### Items from a dataset
*** Block opens ***
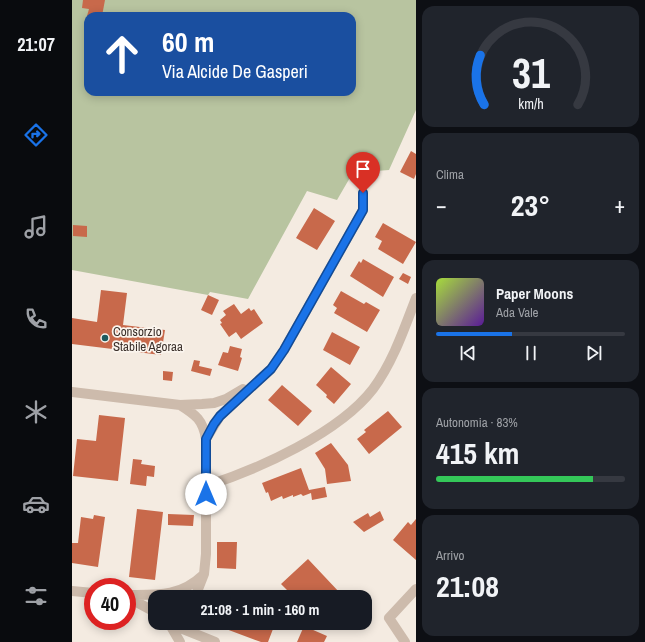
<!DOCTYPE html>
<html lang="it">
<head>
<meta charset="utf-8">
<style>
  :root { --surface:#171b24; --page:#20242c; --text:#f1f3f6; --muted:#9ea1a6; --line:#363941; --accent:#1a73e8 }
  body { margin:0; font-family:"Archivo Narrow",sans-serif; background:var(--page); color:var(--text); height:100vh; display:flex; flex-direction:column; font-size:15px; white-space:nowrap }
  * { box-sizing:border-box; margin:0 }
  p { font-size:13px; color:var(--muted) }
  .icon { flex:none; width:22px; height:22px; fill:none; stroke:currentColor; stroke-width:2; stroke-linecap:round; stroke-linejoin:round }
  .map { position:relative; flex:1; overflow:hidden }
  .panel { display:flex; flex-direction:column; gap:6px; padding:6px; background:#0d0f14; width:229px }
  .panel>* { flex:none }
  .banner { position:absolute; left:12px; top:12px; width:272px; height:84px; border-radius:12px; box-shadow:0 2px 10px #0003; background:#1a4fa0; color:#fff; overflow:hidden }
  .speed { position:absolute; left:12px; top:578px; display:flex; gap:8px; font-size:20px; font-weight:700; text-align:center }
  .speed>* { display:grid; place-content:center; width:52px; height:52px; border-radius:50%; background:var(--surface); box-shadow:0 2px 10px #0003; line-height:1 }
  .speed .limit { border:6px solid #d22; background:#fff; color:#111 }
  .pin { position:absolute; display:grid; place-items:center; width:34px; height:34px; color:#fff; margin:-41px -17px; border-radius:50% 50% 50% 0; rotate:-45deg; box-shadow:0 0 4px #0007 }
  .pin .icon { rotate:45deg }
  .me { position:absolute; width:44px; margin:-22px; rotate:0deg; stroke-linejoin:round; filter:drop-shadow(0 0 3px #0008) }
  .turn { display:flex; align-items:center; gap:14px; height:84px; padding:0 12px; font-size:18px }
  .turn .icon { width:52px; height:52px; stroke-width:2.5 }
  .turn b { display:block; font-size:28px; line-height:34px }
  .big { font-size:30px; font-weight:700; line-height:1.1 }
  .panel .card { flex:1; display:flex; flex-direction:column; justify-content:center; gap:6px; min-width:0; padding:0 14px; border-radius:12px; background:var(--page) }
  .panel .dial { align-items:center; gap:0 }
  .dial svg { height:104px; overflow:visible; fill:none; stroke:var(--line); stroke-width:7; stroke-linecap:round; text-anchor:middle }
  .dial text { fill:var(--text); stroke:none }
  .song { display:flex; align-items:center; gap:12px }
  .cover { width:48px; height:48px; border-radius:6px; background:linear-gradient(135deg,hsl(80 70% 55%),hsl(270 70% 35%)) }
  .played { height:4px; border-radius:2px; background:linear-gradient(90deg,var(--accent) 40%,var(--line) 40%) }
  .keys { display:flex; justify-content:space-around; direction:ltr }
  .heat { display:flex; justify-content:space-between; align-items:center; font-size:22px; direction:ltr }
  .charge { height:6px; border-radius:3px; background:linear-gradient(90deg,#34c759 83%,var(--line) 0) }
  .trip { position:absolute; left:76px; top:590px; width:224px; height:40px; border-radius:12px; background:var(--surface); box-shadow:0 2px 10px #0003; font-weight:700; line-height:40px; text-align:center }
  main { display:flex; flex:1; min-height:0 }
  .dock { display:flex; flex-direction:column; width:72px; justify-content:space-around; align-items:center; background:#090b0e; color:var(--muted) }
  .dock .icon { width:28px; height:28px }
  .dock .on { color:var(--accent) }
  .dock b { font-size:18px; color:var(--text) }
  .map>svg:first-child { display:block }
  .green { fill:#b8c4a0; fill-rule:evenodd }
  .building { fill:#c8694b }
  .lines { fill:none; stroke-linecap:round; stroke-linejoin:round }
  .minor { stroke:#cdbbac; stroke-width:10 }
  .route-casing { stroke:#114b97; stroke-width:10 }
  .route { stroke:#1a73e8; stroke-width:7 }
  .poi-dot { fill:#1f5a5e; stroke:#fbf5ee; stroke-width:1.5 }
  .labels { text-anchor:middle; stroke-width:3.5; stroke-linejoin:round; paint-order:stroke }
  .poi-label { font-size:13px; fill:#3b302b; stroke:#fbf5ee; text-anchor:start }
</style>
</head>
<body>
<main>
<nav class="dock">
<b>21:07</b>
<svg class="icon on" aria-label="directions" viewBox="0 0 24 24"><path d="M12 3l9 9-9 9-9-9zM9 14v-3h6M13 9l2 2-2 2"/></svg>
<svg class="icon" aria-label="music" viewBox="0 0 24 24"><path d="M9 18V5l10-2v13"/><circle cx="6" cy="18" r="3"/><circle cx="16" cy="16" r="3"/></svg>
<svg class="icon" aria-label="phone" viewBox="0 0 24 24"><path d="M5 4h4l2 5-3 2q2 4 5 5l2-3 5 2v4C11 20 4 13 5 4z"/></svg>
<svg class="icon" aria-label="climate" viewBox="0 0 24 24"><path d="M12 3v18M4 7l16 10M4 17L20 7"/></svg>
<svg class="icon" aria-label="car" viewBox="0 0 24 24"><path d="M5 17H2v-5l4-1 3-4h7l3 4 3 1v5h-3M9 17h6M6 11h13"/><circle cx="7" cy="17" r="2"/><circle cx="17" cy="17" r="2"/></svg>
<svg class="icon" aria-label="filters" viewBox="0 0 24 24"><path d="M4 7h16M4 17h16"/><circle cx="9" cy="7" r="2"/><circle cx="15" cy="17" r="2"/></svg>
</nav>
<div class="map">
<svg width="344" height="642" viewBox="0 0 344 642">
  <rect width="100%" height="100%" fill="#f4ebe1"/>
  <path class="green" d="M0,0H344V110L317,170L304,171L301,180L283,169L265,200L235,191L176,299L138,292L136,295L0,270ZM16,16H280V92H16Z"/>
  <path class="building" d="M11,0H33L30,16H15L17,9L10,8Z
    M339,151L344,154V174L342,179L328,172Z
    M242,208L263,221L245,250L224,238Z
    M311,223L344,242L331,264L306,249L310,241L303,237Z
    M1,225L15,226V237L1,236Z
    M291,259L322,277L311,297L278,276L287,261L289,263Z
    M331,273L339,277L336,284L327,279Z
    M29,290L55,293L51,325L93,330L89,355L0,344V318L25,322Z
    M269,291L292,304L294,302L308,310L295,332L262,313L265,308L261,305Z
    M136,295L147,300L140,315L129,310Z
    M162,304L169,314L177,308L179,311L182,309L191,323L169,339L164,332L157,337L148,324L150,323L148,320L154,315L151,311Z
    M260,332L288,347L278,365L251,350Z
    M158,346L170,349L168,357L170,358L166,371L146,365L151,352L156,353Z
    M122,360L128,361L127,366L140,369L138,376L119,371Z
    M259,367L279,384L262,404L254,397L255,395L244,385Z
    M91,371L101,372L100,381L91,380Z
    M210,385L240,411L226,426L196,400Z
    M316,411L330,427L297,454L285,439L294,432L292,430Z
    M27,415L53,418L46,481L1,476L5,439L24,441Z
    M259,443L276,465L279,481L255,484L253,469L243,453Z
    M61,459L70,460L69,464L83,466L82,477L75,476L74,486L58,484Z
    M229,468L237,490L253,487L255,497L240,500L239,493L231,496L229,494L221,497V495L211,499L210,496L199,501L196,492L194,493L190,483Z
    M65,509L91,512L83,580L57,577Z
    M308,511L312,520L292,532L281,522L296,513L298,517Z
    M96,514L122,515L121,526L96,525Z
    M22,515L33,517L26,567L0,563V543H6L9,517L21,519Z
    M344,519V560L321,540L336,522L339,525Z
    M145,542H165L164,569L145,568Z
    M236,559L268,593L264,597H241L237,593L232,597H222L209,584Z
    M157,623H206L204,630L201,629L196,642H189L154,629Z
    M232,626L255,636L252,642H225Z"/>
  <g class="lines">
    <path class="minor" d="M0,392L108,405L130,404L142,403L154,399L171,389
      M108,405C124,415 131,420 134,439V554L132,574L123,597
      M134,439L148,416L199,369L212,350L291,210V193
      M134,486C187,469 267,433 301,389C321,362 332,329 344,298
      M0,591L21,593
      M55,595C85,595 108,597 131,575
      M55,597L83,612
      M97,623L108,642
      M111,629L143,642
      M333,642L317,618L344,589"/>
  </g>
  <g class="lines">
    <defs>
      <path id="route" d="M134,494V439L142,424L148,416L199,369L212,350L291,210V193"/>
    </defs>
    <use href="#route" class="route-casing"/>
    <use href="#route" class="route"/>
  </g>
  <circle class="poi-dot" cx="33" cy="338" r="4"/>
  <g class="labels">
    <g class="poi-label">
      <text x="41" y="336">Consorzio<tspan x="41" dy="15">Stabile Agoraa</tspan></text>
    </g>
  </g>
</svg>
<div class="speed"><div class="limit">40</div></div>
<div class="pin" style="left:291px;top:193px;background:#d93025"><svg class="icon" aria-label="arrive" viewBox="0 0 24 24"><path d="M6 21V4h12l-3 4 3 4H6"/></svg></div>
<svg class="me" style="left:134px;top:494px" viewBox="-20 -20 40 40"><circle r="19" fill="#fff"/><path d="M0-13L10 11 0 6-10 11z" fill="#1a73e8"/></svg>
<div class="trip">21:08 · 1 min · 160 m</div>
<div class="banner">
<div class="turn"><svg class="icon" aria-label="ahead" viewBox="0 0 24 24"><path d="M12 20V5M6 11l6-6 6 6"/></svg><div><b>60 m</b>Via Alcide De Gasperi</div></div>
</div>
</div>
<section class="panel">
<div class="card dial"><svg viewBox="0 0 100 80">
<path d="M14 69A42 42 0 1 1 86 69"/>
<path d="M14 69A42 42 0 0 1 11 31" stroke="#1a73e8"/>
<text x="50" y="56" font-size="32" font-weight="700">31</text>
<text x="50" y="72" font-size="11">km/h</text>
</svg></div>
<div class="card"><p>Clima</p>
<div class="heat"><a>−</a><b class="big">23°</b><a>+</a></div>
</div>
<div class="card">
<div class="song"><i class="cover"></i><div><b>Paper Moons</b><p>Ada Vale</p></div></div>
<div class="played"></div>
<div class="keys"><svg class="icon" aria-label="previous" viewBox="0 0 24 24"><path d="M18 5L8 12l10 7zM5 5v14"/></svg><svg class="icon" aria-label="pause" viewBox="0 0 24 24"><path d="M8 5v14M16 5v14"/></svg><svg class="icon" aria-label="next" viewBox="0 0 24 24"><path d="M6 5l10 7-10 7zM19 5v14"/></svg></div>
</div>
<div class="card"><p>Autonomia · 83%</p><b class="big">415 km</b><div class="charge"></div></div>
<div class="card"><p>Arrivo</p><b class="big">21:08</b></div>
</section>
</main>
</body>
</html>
*** Block closes ***
### Task
Your answer must be a single number: the count of lines above that contain the string "heat".

### Exercise response
2